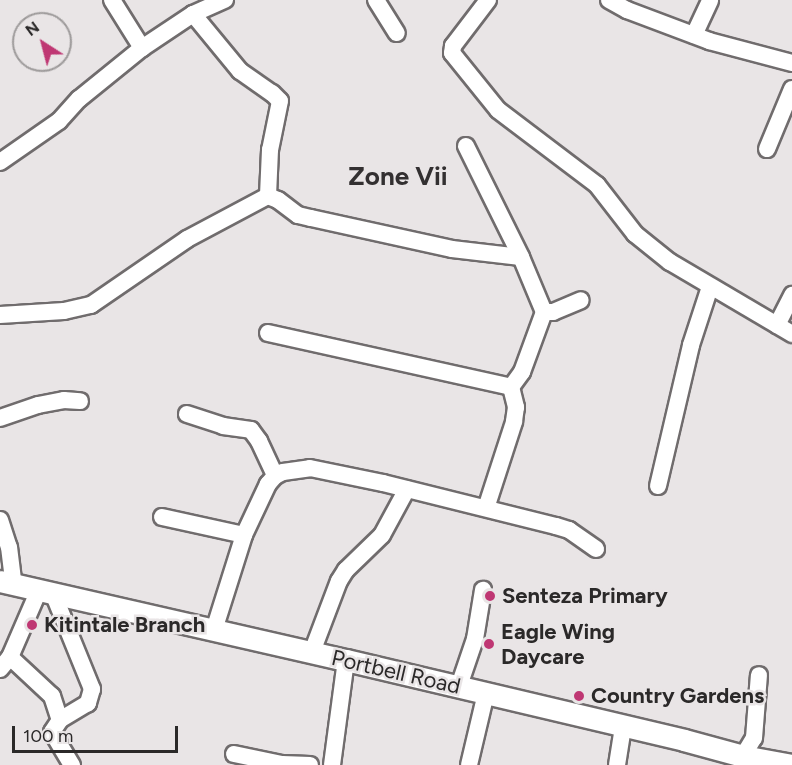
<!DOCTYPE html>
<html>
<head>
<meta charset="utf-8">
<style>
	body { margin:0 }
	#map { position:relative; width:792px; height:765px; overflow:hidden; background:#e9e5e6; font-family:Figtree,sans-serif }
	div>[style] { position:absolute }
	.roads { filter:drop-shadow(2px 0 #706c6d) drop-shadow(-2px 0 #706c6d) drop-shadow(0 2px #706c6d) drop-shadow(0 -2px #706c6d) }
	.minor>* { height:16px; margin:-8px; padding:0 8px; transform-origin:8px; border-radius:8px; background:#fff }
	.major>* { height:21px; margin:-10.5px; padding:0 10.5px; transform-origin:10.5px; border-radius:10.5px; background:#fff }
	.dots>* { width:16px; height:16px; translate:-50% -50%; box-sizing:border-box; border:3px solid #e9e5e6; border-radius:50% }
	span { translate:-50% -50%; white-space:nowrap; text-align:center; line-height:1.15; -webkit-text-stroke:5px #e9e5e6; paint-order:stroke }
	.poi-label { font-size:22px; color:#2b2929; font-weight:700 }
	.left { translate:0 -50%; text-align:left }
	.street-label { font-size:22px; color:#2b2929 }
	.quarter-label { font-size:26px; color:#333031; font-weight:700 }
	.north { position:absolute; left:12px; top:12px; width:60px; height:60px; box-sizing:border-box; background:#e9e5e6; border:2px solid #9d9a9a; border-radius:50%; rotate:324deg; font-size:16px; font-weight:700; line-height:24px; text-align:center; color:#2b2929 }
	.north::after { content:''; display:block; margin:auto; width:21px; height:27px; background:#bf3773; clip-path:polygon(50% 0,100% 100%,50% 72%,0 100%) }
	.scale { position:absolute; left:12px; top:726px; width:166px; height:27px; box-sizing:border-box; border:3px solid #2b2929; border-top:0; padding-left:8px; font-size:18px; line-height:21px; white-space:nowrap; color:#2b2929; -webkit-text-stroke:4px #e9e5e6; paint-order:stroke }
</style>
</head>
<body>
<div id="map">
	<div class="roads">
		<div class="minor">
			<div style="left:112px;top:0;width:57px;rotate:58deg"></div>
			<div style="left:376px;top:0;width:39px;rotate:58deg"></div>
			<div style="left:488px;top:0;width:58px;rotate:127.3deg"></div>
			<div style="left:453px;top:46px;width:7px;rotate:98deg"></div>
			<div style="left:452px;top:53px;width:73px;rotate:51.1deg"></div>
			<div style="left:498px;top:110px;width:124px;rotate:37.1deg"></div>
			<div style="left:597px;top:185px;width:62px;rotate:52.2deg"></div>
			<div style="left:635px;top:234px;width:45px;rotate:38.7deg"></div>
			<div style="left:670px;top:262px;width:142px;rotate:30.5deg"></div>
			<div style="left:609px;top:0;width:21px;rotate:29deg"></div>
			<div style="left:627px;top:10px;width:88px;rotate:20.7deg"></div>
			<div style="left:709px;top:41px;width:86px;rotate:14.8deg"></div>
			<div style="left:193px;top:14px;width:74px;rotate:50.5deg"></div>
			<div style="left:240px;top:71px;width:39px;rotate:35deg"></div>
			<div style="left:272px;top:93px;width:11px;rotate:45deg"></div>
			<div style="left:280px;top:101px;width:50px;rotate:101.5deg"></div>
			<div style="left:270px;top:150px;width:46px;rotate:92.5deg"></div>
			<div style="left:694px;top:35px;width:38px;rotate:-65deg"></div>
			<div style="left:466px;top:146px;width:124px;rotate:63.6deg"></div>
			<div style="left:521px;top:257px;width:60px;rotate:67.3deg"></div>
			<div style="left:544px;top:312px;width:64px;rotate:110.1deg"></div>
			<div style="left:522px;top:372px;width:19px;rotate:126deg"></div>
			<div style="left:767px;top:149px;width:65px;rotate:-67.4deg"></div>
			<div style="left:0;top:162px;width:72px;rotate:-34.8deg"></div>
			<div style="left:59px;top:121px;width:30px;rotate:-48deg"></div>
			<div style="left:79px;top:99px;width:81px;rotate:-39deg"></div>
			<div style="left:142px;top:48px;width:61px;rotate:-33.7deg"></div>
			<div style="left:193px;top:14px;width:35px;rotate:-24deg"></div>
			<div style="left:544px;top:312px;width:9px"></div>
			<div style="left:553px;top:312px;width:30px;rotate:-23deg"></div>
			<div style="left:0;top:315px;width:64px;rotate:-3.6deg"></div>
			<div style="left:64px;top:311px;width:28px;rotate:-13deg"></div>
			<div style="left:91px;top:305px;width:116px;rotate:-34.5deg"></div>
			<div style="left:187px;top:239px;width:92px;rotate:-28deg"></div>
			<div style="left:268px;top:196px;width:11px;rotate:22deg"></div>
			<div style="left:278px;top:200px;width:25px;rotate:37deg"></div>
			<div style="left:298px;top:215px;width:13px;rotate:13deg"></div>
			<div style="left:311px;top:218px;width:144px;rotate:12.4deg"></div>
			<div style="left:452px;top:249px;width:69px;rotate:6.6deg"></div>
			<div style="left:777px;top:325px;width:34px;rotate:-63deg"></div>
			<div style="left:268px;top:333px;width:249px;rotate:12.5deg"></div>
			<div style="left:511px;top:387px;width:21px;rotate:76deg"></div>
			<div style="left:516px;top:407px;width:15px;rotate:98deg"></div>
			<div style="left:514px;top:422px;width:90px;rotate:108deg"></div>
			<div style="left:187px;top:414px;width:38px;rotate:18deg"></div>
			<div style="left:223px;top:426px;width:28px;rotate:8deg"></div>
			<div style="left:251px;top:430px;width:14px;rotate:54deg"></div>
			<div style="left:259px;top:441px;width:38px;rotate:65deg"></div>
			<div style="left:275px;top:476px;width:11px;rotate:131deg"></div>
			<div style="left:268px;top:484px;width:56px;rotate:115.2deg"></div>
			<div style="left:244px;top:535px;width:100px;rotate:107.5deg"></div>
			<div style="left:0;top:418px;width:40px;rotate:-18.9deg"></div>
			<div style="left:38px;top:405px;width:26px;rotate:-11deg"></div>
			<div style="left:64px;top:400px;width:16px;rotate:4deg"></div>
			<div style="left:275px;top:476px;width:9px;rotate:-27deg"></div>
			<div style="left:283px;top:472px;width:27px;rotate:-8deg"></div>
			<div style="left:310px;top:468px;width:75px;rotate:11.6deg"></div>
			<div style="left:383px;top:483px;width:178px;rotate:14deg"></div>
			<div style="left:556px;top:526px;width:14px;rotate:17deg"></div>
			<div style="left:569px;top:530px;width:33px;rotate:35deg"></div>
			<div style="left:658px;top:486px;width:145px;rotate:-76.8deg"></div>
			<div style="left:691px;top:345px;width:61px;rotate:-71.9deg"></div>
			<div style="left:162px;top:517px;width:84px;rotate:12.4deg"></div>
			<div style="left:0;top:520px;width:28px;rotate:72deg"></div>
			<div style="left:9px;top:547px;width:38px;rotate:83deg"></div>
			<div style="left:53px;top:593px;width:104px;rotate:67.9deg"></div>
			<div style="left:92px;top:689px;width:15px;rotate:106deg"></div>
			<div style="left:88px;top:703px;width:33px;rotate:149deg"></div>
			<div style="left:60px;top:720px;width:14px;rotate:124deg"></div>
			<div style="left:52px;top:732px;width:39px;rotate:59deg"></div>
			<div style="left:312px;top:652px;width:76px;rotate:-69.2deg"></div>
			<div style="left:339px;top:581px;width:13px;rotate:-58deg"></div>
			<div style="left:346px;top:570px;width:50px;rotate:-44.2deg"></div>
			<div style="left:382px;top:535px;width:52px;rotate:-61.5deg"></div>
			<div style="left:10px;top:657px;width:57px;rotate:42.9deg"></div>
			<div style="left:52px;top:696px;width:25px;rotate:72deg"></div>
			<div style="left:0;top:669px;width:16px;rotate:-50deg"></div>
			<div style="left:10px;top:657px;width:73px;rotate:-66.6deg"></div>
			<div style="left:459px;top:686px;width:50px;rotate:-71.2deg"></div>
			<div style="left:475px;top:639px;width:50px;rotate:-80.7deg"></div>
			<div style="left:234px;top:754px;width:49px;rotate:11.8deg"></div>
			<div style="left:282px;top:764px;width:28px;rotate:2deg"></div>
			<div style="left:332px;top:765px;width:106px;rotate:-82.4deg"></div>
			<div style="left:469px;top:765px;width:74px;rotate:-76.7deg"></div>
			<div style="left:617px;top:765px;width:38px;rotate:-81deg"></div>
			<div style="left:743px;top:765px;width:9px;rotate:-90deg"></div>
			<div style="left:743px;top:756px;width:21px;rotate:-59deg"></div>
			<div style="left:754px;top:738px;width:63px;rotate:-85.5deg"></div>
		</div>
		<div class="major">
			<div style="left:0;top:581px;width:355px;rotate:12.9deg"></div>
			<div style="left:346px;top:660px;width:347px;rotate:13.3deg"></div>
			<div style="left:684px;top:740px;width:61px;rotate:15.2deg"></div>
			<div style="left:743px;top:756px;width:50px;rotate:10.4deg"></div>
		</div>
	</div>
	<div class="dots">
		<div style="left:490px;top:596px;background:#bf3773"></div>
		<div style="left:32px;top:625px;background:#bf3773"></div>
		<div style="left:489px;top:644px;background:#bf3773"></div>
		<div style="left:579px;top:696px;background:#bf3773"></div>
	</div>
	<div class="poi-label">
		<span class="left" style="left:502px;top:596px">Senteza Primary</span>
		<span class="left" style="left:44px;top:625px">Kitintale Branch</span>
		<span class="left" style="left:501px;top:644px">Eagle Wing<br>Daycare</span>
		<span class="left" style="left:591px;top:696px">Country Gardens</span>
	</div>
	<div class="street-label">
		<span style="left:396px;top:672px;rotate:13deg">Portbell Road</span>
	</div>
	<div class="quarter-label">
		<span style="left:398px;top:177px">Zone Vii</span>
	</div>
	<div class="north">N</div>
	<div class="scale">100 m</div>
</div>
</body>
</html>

================================

**Task**
The listing above holds a line with "translate:-50% -50%; white-space:nowrap;" and a line with "font-size:22px; color:#2b2929; font-weight:700". Print the stretch from the first through the second, exactly and alone.

**Answer space**
	span { translate:-50% -50%; white-space:nowrap; text-align:center; line-height:1.15; -webkit-text-stroke:5px #e9e5e6; paint-order:stroke }
	.poi-label { font-size:22px; color:#2b2929; font-weight:700 }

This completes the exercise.